(Records from a dataset)
--------------------------------------------------
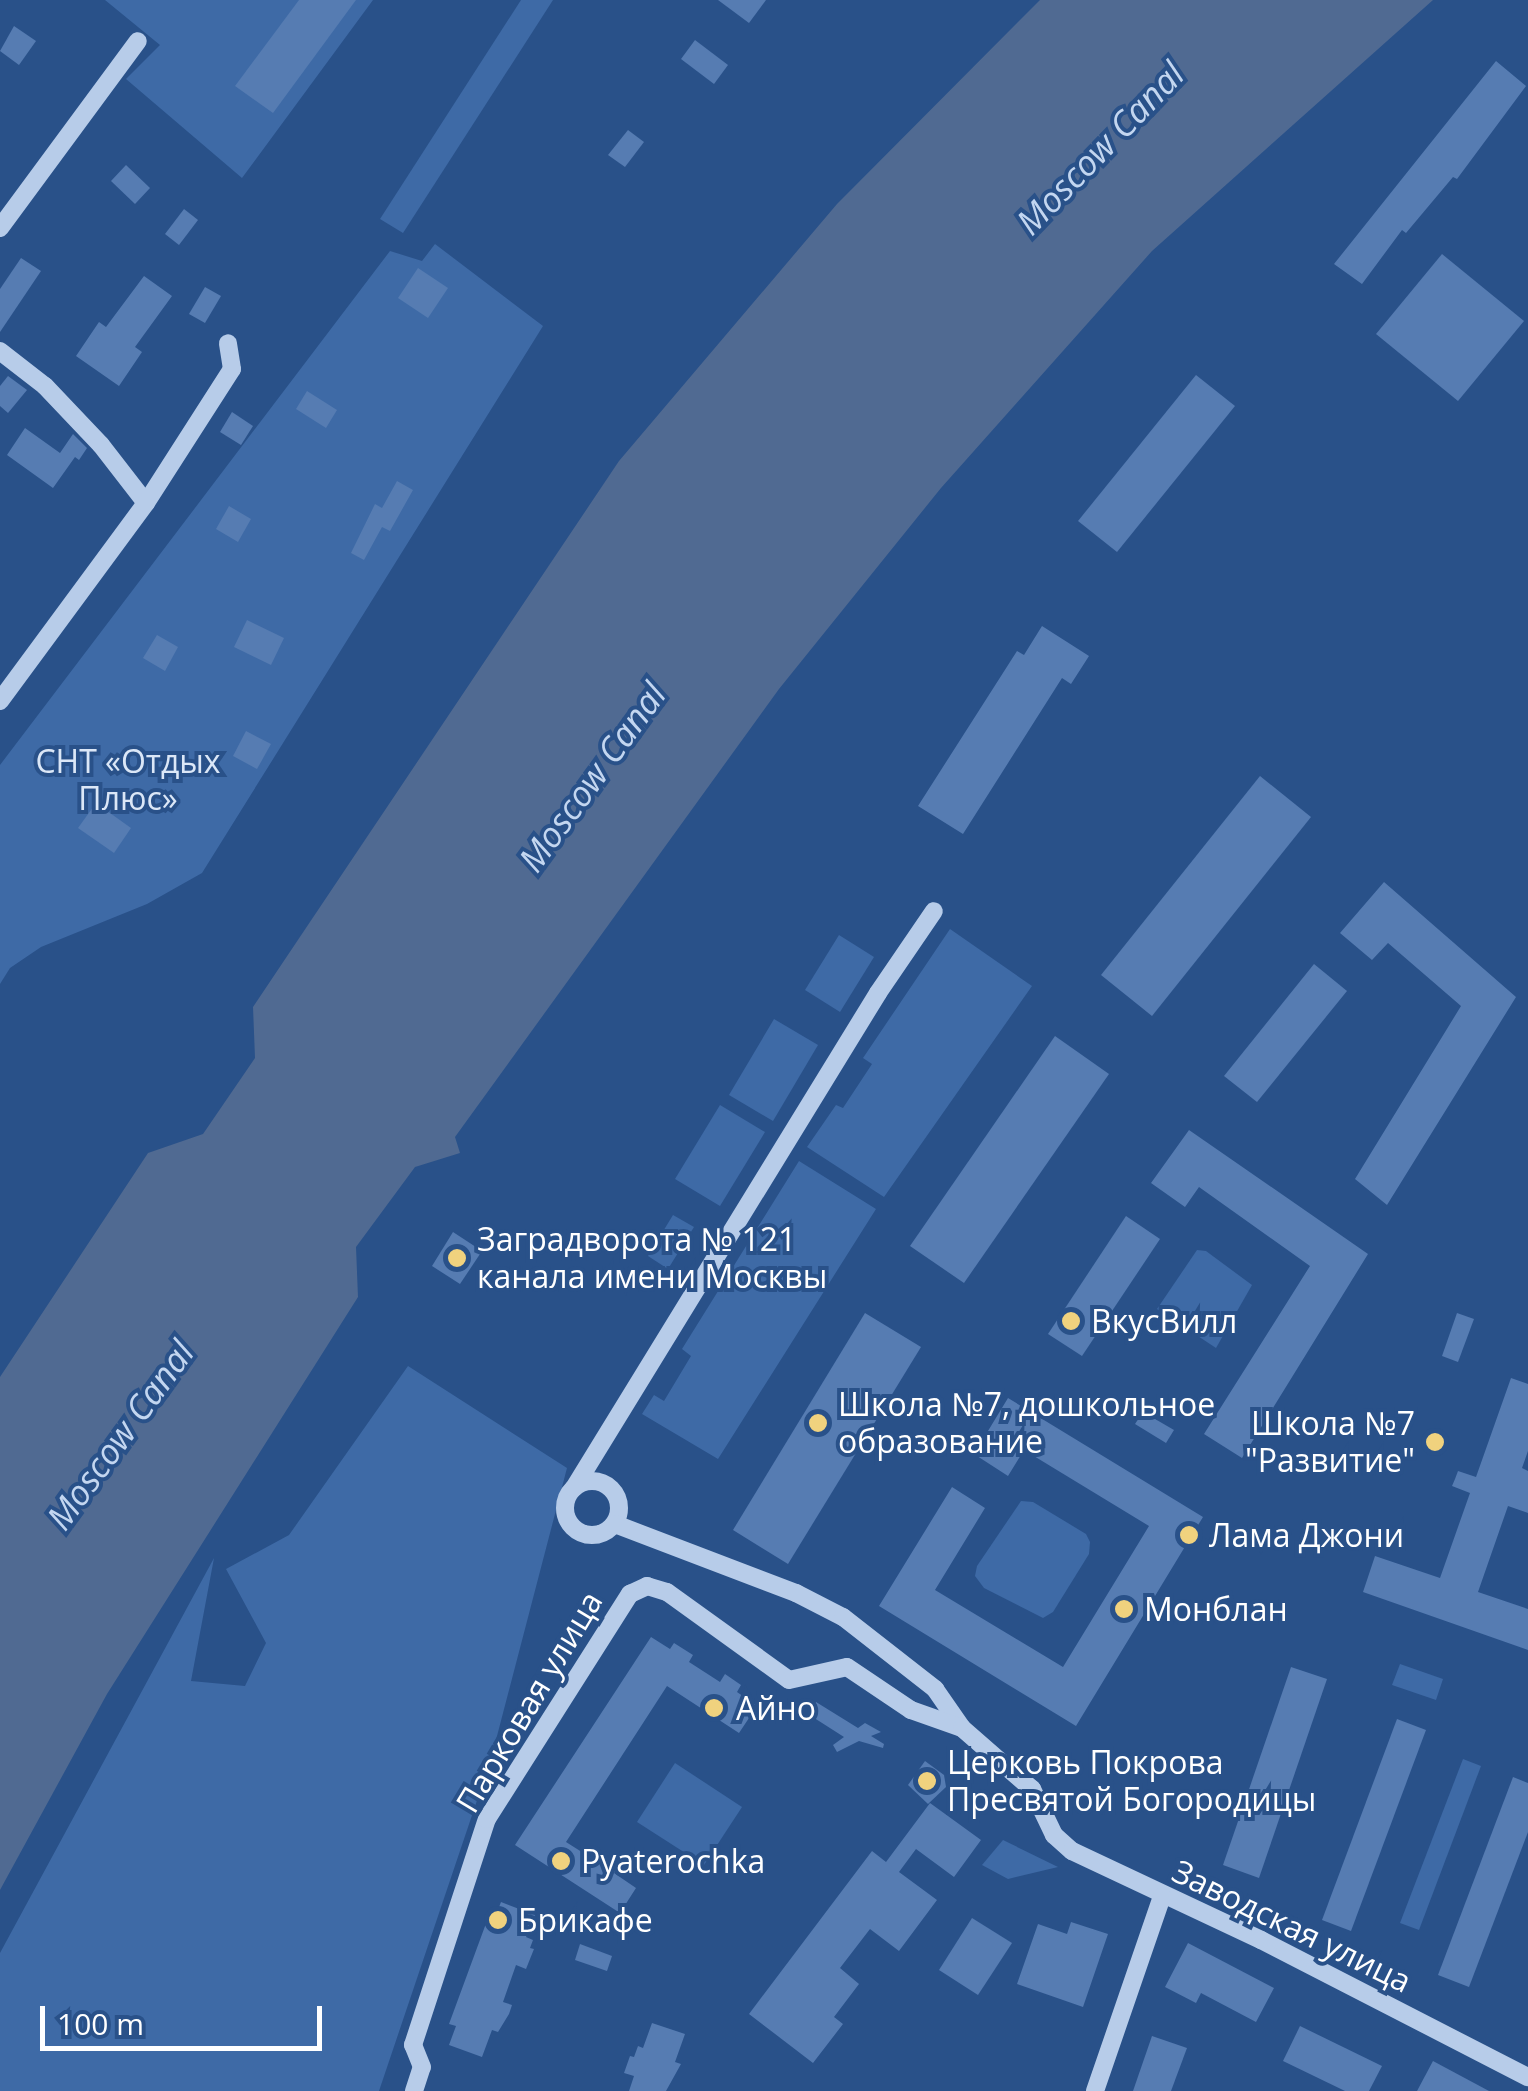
<!DOCTYPE html>
<meta charset="utf-8">
<style>
body{margin:0}
#map{position:relative;width:1528px;height:2091px;overflow:hidden;background:#295189;font-family:"Open Sans",sans-serif}
div>[style]{position:absolute}
.green>*{inset:0;background:#3e6aa6}
.water>*{inset:0;background:#506a92}
.building>*{inset:0;background:#567cb2}
.minor>*{height:18px;margin:-9px;padding:0 9px;transform-origin:9px;border-radius:9px;background:#b7cce9}
.minor>.ring{margin:-9px;padding:0;box-sizing:content-box;background:none;border:18px solid #b7cce9;border-radius:50%}
.dots>*{width:28px;height:28px;translate:-50% -50%;box-sizing:border-box;border:5px solid #295189;border-radius:50%}
span{translate:-50% -50%;white-space:nowrap;text-align:center;line-height:1.15;-webkit-text-stroke:8px #295189;paint-order:stroke}
.park-label{font-size:32px;color:#dbe7f7}
.poi-label{font-size:32px;color:#fff}
.left{translate:0 -50%;text-align:left}
.right{translate:-100% -50%;text-align:right}
.street-label{font-size:32px;color:#fff}
.water-label{font-size:35px;color:#c3d6f0;font-style:italic}
.scale{position:absolute;left:40px;top:2006px;width:282px;height:45px;box-sizing:border-box;border:5px solid #fff;border-top:0;padding-left:12px;font-size:30px;line-height:35px;white-space:nowrap;color:#fff;-webkit-text-stroke:8px #295189;paint-order:stroke}
</style>
<div id="map">
<div class="green">
<i style="clip-path:polygon(105px 0,373px 0,242px 178px,126px 79px,160px 45px)"></i>
<i style="clip-path:polygon(521px 0,553px 0,403px 233px,380px 219px)"></i>
<i style="clip-path:polygon(435px 244px,543px 326px,202px 873px,147px 904px,41px 947px,10px 968px,0 984px,0 765px,390px 251px,422px 261px)"></i>
<i style="clip-path:polygon(950px 929px,1032px 986px,884px 1197px,807px 1147px,836px 1105px,843px 1108px,872px 1064px,863px 1058px)"></i>
<i style="clip-path:polygon(839px 935px,874px 957px,840px 1012px,805px 990px)"></i>
<i style="clip-path:polygon(774px 1019px,818px 1045px,773px 1121px,729px 1095px)"></i>
<i style="clip-path:polygon(720px 1105px,765px 1132px,720px 1206px,675px 1179px)"></i>
<i style="clip-path:polygon(799px 1161px,876px 1209px,718px 1459px,642px 1414px,654px 1395px,664px 1401px,691px 1356px,682px 1349px)"></i>
<i style="clip-path:polygon(673px 1215px,694px 1227px,668px 1269px,648px 1256px)"></i>
<i style="clip-path:polygon(1197px 1250px,1206px 1251px,1252px 1285px,1216px 1348px,1157px 1309px)"></i>
<i style="clip-path:polygon(408px 1366px,567px 1468px,491px 1759px,379px 2091px,0 2091px,0 1953px,214px 1558px,191px 1681px,245px 1686px,266px 1643px,226px 1569px,289px 1535px)"></i>
<i style="clip-path:polygon(1021px 1501px,1033px 1502px,1086px 1534px,1090px 1542px,1089px 1554px,1053px 1612px,1043px 1618px,984px 1588px,975px 1576px,977px 1566px)"></i>
<i style="clip-path:polygon(1400px 1664px,1443px 1679px,1436px 1700px,1392px 1685px)"></i>
<i style="clip-path:polygon(1463px 1759px,1481px 1766px,1419px 1930px,1400px 1923px)"></i>
<i style="clip-path:polygon(675px 1763px,742px 1807px,704px 1865px,637px 1822px)"></i>
<i style="clip-path:polygon(1003px 1840px,1058px 1867px,1008px 1879px,982px 1865px)"></i>
</div>
<div class="water">
<i style="clip-path:polygon(1040px 0,1433px 0,1152px 251px,941px 488px,779px 689px,455px 1137px,460px 1153px,415px 1167px,356px 1247px,358px 1297px,107px 1694px,0 1890px,0 1377px,148px 1153px,203px 1134px,255px 1058px,253px 1007px,619px 461px,837px 204px)"></i>
</div>
<div class="building">
<i style="clip-path:polygon(299px 0,356px 0,273px 113px,235px 86px)"></i>
<i style="clip-path:polygon(718px 0,766px 0,749px 23px)"></i>
<i style="clip-path:polygon(14px 26px,36px 41px,19px 65px,0 51px)"></i>
<i style="clip-path:polygon(695px 40px,728px 65px,714px 84px,681px 59px)"></i>
<i style="clip-path:polygon(1496px 61px,1526px 86px,1457px 179px,1453px 177px,1406px 233px,1402px 230px,1362px 284px,1334px 264px)"></i>
<i style="clip-path:polygon(628px 130px,644px 142px,625px 167px,608px 155px)"></i>
<i style="clip-path:polygon(126px 165px,150px 188px,135px 204px,111px 181px)"></i>
<i style="clip-path:polygon(184px 209px,198px 220px,179px 245px,165px 234px)"></i>
<i style="clip-path:polygon(1442px 254px,1524px 321px,1458px 401px,1376px 334px)"></i>
<i style="clip-path:polygon(21px 258px,41px 271px,0 332px,0 289px)"></i>
<i style="clip-path:polygon(418px 268px,448px 288px,428px 318px,398px 298px)"></i>
<i style="clip-path:polygon(144px 276px,172px 296px,135px 347px,142px 352px,119px 386px,76px 356px,99px 322px,106px 327px)"></i>
<i style="clip-path:polygon(205px 287px,221px 296px,205px 323px,189px 314px)"></i>
<i style="clip-path:polygon(1196px 375px,1235px 406px,1117px 552px,1078px 521px)"></i>
<i style="clip-path:polygon(8px 376px,27px 390px,8px 413px,0 406px,0 386px)"></i>
<i style="clip-path:polygon(307px 391px,337px 410px,326px 428px,296px 409px)"></i>
<i style="clip-path:polygon(232px 412px,253px 426px,241px 445px,220px 432px)"></i>
<i style="clip-path:polygon(25px 428px,60px 453px,73px 434px,87px 448px,79px 460px,75px 457px,53px 488px,7px 455px)"></i>
<i style="clip-path:polygon(397px 481px,413px 490px,390px 531px,382px 527px,364px 560px,351px 553px,375px 504px,382px 508px)"></i>
<i style="clip-path:polygon(229px 506px,251px 519px,238px 542px,216px 529px)"></i>
<i style="clip-path:polygon(247px 620px,284px 638px,271px 665px,234px 647px)"></i>
<i style="clip-path:polygon(1042px 626px,1089px 656px,1071px 684px,1062px 678px,963px 834px,918px 806px,1017px 651px,1024px 655px)"></i>
<i style="clip-path:polygon(157px 635px,178px 647px,165px 671px,143px 658px)"></i>
<i style="clip-path:polygon(246px 731px,271px 744px,257px 769px,233px 756px)"></i>
<i style="clip-path:polygon(1260px 776px,1311px 817px,1152px 1016px,1101px 975px)"></i>
<i style="clip-path:polygon(96px 803px,131px 828px,114px 853px,78px 828px)"></i>
<i style="clip-path:polygon(1384px 882px,1516px 997px,1387px 1205px,1355px 1179px,1461px 1006px,1388px 943px,1372px 960px,1340px 933px)"></i>
<i style="clip-path:polygon(1314px 964px,1347px 991px,1257px 1102px,1224px 1076px)"></i>
<i style="clip-path:polygon(1055px 1036px,1109px 1074px,964px 1283px,910px 1246px)"></i>
<i style="clip-path:polygon(1189px 1130px,1368px 1254px,1242px 1458px,1204px 1434px,1310px 1266px,1199px 1187px,1185px 1207px,1151px 1183px)"></i>
<i style="clip-path:polygon(1126px 1216px,1160px 1239px,1082px 1356px,1048px 1334px)"></i>
<i style="clip-path:polygon(453px 1232px,482px 1251px,460px 1284px,432px 1266px)"></i>
<i style="clip-path:polygon(865px 1313px,921px 1347px,788px 1564px,733px 1530px)"></i>
<i style="clip-path:polygon(1457px 1313px,1474px 1319px,1458px 1362px,1442px 1356px)"></i>
<i style="clip-path:polygon(1511px 1378px,1528px 1384px,1528px 1451px,1522px 1468px,1528px 1471px,1528px 1513px,1508px 1506px,1478px 1592px,1528px 1609px,1528px 1650px,1363px 1592px,1375px 1556px,1440px 1578px,1470px 1493px,1452px 1486px,1455px 1479px,1458px 1471px,1476px 1477px)"></i>
<i style="clip-path:polygon(1008px 1398px,1203px 1517px,1076px 1726px,879px 1606px,952px 1487px,985px 1508px,935px 1590px,1063px 1667px,1149px 1526px,1024px 1450px,1008px 1476px,974px 1454px)"></i>
<i style="clip-path:polygon(1143px 1412px,1174px 1430px,1166px 1443px,1135px 1424px)"></i>
<i style="clip-path:polygon(651px 1637px,670px 1649px,674px 1643px,693px 1655px,689px 1662px,720px 1682px,725px 1674px,741px 1685px,737px 1692px,757px 1706px,739px 1733px,667px 1686px,566px 1842px,596px 1861px,601px 1854px,619px 1866px,614px 1873px,636px 1888px,620px 1913px,515px 1845px)"></i>
<i style="clip-path:polygon(1291px 1667px,1327px 1679px,1259px 1878px,1223px 1865px)"></i>
<i style="clip-path:polygon(816px 1702px,858px 1728px,865px 1723px,881px 1732px,871px 1736px,884px 1744px,883px 1748px,859px 1741px,837px 1752px,833px 1745px,844px 1737px,808px 1714px)"></i>
<i style="clip-path:polygon(1397px 1719px,1426px 1730px,1351px 1931px,1322px 1920px)"></i>
<i style="clip-path:polygon(925px 1761px,944px 1775px,946px 1787px,928px 1804px,908px 1785px)"></i>
<i style="clip-path:polygon(1513px 1777px,1528px 1783px,1528px 1832px,1469px 1987px,1438px 1975px)"></i>
<i style="clip-path:polygon(930px 1803px,981px 1840px,954px 1877px,916px 1849px,899px 1872px,937px 1900px,899px 1951px,870px 1929px,840px 1968px,859px 1984px,834px 2017px,843px 2024px,813px 2063px,749px 2014px,872px 1851px,886px 1862px)"></i>
<i style="clip-path:polygon(501px 1902px,535px 1915px,526px 1937px,533px 1940px,530px 1948px,534px 1949px,526px 1969px,516px 1965px,503px 2002px,512px 2005px,509px 2014px,498px 2032px,492px 2030px,482px 2057px,449px 2045px,456px 2026px,449px 2024px,488px 1918px,494px 1920px)"></i>
<i style="clip-path:polygon(972px 1918px,1012px 1943px,978px 1995px,939px 1970px)"></i>
<i style="clip-path:polygon(1071px 1922px,1108px 1934px,1083px 2007px,1017px 1984px,1038px 1924px,1067px 1934px)"></i>
<i style="clip-path:polygon(1188px 1943px,1274px 1988px,1256px 2022px,1201px 1993px,1196px 2003px,1165px 1987px)"></i>
<i style="clip-path:polygon(580px 1944px,612px 1956px,607px 1971px,575px 1960px)"></i>
<i style="clip-path:polygon(652px 2023px,685px 2034px,675px 2062px,681px 2064px,666px 2091px,629px 2091px,634px 2076px,624px 2073px,630px 2056px,634px 2057px,638px 2046px,643px 2048px)"></i>
<i style="clip-path:polygon(1300px 2026px,1382px 2066px,1369px 2091px,1345px 2091px,1283px 2061px)"></i>
<i style="clip-path:polygon(1152px 2036px,1187px 2048px,1171px 2091px,1133px 2091px)"></i>
<i style="clip-path:polygon(1433px 2061px,1489px 2091px,1417px 2091px)"></i>
</div>
<div class="minor">
<i style="left:0;top:228px;width:232px;rotate:-53.6deg"></i>
<i style="left:0;top:351px;width:57px;rotate:37.9deg"></i>
<i style="left:45px;top:386px;width:81px;rotate:46.5deg"></i>
<i style="left:101px;top:445px;width:73px;rotate:52.2deg"></i>
<i style="left:0;top:701px;width:246px;rotate:-53.6deg"></i>
<i style="left:146px;top:503px;width:159px;rotate:-57.3deg"></i>
<i style="left:232px;top:369px;width:26px;rotate:-99deg"></i>
<i class="ring" style="left:565px;top:1481px;width:36px;height:36px"></i>
<i style="left:574px;top:1488px;width:581px;rotate:-58.44deg"></i>
<i style="left:878px;top:993px;width:99px;rotate:-55.7deg"></i>
<i style="left:615px;top:1524px;width:194px;rotate:20.9deg"></i>
<i style="left:796px;top:1593px;width:53px;rotate:27.1deg"></i>
<i style="left:843px;top:1617px;width:117px;rotate:38deg"></i>
<i style="left:935px;top:1689px;width:47px;rotate:55.3deg"></i>
<i style="left:414px;top:2091px;width:25px;rotate:-72deg"></i>
<i style="left:422px;top:2067px;width:24px;rotate:-112deg"></i>
<i style="left:413px;top:2045px;width:238px;rotate:-71.9deg"></i>
<i style="left:487px;top:1819px;width:267px;rotate:-57.6deg"></i>
<i style="left:630px;top:1594px;width:19px;rotate:-25deg"></i>
<i style="left:647px;top:1586px;width:21px;rotate:17deg"></i>
<i style="left:667px;top:1592px;width:150px;rotate:35.8deg"></i>
<i style="left:789px;top:1680px;width:59px;rotate:-12.6deg"></i>
<i style="left:847px;top:1667px;width:77px;rotate:33.9deg"></i>
<i style="left:911px;top:1710px;width:54px;rotate:19.4deg"></i>
<i style="left:962px;top:1728px;width:93px;rotate:41.1deg"></i>
<i style="left:1032px;top:1789px;width:51px;rotate:64.4deg"></i>
<i style="left:1054px;top:1835px;width:24px;rotate:42deg"></i>
<i style="left:1072px;top:1851px;width:209px;rotate:25.2deg"></i>
<i style="left:1261px;top:1940px;width:300px;rotate:27.2deg"></i>
<i style="left:1095px;top:2091px;width:206px;rotate:-71deg"></i>
</div>
<div class="dots">
<i style="left:457px;top:1258px;background:#f0d27e"></i>
<i style="left:1071px;top:1321px;background:#f0d27e"></i>
<i style="left:818px;top:1423px;background:#f0d27e"></i>
<i style="left:1435px;top:1442px;background:#f0d27e"></i>
<i style="left:1189px;top:1535px;background:#f0d27e"></i>
<i style="left:1124px;top:1609px;background:#f0d27e"></i>
<i style="left:714px;top:1708px;background:#f0d27e"></i>
<i style="left:927px;top:1781px;background:#f0d27e"></i>
<i style="left:561px;top:1861px;background:#f0d27e"></i>
<i style="left:498px;top:1920px;background:#f0d27e"></i>
</div>
<div class="park-label">
<span style="left:128px;top:780px">СНТ «Отдых<br>Плюс»</span>
</div>
<div class="poi-label">
<span class="left" style="left:477px;top:1258px">Заградворота № 121<br>канала имени Москвы</span>
<span class="left" style="left:1091px;top:1321px">ВкусВилл</span>
<span class="left" style="left:838px;top:1423px">Школа №7, дошкольное<br>образование</span>
<span class="right" style="left:1415px;top:1442px">Школа №7<br>"Развитие"</span>
<span class="left" style="left:1209px;top:1535px">Лама Джони</span>
<span class="left" style="left:1144px;top:1609px">Монблан</span>
<span class="left" style="left:736px;top:1708px">Айно</span>
<span class="left" style="left:947px;top:1781px">Церковь Покрова<br>Пресвятой Богородицы</span>
<span class="left" style="left:581px;top:1861px">Pyaterochka</span>
<span class="left" style="left:518px;top:1920px">Брикафе</span>
</div>
<div class="street-label">
<span style="left:529px;top:1702px;rotate:-59deg">Парковая улица</span>
<span style="left:1292px;top:1926px;rotate:26deg">Заводская улица</span>
</div>
<div class="water-label">
<span style="left:1100px;top:148px;rotate:-46deg">Moscow Canal</span>
<span style="left:592px;top:777px;rotate:-54deg">Moscow Canal</span>
<span style="left:120px;top:1435px;rotate:-54deg">Moscow Canal</span>
</div>
<div class="scale">100 m</div>
</div>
--------------------------------------------------
INSTRUCTIONS FOR THE TASK: Return, unchanged, the run of lines above that opens with the line containing "929px,1032px 986px,884px 1197px,807px" and closes with the line containing "165px,150px 188px,135px 204px,111px". Include both.

REPLY TO THE EXERCISE:
<i style="clip-path:polygon(950px 929px,1032px 986px,884px 1197px,807px 1147px,836px 1105px,843px 1108px,872px 1064px,863px 1058px)"></i>
<i style="clip-path:polygon(839px 935px,874px 957px,840px 1012px,805px 990px)"></i>
<i style="clip-path:polygon(774px 1019px,818px 1045px,773px 1121px,729px 1095px)"></i>
<i style="clip-path:polygon(720px 1105px,765px 1132px,720px 1206px,675px 1179px)"></i>
<i style="clip-path:polygon(799px 1161px,876px 1209px,718px 1459px,642px 1414px,654px 1395px,664px 1401px,691px 1356px,682px 1349px)"></i>
<i style="clip-path:polygon(673px 1215px,694px 1227px,668px 1269px,648px 1256px)"></i>
<i style="clip-path:polygon(1197px 1250px,1206px 1251px,1252px 1285px,1216px 1348px,1157px 1309px)"></i>
<i style="clip-path:polygon(408px 1366px,567px 1468px,491px 1759px,379px 2091px,0 2091px,0 1953px,214px 1558px,191px 1681px,245px 1686px,266px 1643px,226px 1569px,289px 1535px)"></i>
<i style="clip-path:polygon(1021px 1501px,1033px 1502px,1086px 1534px,1090px 1542px,1089px 1554px,1053px 1612px,1043px 1618px,984px 1588px,975px 1576px,977px 1566px)"></i>
<i style="clip-path:polygon(1400px 1664px,1443px 1679px,1436px 1700px,1392px 1685px)"></i>
<i style="clip-path:polygon(1463px 1759px,1481px 1766px,1419px 1930px,1400px 1923px)"></i>
<i style="clip-path:polygon(675px 1763px,742px 1807px,704px 1865px,637px 1822px)"></i>
<i style="clip-path:polygon(1003px 1840px,1058px 1867px,1008px 1879px,982px 1865px)"></i>
</div>
<div class="water">
<i style="clip-path:polygon(1040px 0,1433px 0,1152px 251px,941px 488px,779px 689px,455px 1137px,460px 1153px,415px 1167px,356px 1247px,358px 1297px,107px 1694px,0 1890px,0 1377px,148px 1153px,203px 1134px,255px 1058px,253px 1007px,619px 461px,837px 204px)"></i>
</div>
<div class="building">
<i style="clip-path:polygon(299px 0,356px 0,273px 113px,235px 86px)"></i>
<i style="clip-path:polygon(718px 0,766px 0,749px 23px)"></i>
<i style="clip-path:polygon(14px 26px,36px 41px,19px 65px,0 51px)"></i>
<i style="clip-path:polygon(695px 40px,728px 65px,714px 84px,681px 59px)"></i>
<i style="clip-path:polygon(1496px 61px,1526px 86px,1457px 179px,1453px 177px,1406px 233px,1402px 230px,1362px 284px,1334px 264px)"></i>
<i style="clip-path:polygon(628px 130px,644px 142px,625px 167px,608px 155px)"></i>
<i style="clip-path:polygon(126px 165px,150px 188px,135px 204px,111px 181px)"></i>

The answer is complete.